Melissa, the ghost in the machine

Three years ago today, IT departments around the world were battling with the Melissa virus.

Three years ago today, IT departments around the world were battling with the Melissa virus.

Melissa, which used security weaknesses in Microsoft Outlook e-mail software to spread itself to every person in each user's address book, caused millions of pounds worth of damage.

Other virus writers have copied it repeatedly, yet the man who admitted writing Melissa is still awaiting punishment, and many companies still haven't learned basic lessons from the experience.

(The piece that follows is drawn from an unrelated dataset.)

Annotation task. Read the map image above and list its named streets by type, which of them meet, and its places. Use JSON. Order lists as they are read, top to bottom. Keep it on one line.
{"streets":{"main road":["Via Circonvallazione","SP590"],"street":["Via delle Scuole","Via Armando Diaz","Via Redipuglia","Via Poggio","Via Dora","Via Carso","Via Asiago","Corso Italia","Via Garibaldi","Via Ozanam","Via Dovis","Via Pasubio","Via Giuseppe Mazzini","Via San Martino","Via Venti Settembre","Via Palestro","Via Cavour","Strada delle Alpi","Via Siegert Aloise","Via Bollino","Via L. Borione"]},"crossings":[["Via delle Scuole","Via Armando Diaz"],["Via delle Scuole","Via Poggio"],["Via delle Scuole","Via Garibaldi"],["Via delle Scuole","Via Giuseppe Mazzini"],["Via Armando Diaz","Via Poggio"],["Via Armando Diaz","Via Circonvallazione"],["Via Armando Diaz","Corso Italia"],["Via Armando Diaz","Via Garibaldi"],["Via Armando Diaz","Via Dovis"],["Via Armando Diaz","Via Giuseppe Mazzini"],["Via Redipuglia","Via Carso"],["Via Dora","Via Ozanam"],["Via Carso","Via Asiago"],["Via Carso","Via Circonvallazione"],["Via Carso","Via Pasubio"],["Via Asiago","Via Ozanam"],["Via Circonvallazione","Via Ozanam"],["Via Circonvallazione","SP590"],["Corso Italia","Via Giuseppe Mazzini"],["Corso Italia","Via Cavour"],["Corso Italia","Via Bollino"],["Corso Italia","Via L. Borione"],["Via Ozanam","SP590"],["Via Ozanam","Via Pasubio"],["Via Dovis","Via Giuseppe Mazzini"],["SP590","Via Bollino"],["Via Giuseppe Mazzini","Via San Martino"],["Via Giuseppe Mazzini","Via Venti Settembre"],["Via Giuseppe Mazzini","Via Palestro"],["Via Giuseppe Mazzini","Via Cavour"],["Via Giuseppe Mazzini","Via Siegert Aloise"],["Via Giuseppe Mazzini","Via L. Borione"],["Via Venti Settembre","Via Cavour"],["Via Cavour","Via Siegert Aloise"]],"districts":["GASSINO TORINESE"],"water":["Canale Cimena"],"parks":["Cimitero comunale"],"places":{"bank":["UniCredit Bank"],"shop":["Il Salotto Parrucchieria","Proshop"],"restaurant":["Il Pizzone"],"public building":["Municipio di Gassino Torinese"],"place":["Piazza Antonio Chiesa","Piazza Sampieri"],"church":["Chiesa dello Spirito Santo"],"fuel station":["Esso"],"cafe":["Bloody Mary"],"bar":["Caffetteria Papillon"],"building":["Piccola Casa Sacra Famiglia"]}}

According to Alex Shipp, anti-virus technologist at security software company MessageLabs, the level of attacks via e-mail is increasing year on year.

"In 1999, there was one infected e-mail in every 1,500 sent, but in 2000 this rose to one in every 800," said Shipp. "By the time we got to Christmas last year, it had reached one in every 200."

Company spending on security infrastructure has risen with the increased threat, but hard cash does not guarantee security. Internet penetration testing company NTA Monitor told that since 1998, there had been a 45% increase in firewall vulnerabilities.

This means that e-mails with attached viruses such as Melissa may not be stopped, even though organisations have been alerted to their presence.

NTA blames this on a lack of security expertise, with some organisations not even able to install the correct security patches.

Jack Clark, product marketing manager at anti-virus software company McAfee, said some companies had responded to the problem by outsourcing the management of e-mail systems.

Many organisations are also blocking all e-mails with executable attachments at the firewall, said Clark. The speedy distribution of software and software patches across the network instead of on CDs has also helped, he added.

The determination of virus writers to target Microsoft software has started a debate about the type of e-mail systems that organisations deploy.

Peter Sommer, senior research fellow at the London School of Economics, with responsibility for IT security, told that companies should rethink their use of e-mail software.

Sommer, who uses Eudora e-mail software alongside Microsoft Office applications such as Word and PowerPoint, said the functionality offered by Outlook was the problem.

"Most of this functionality is exploited by cyber-criminals, even though most users don't need most of the features in Outlook," said Sommer

"The more complex the software, the more program hooks and bugs there will be for cyber-criminals to take advantage of.

"I'm not anti-Microsoft," he insisted. "Some of its products are very good, but it obviously wants to lock you in by bundling Outlook with all the other products. Companies should, however, consider using another solution."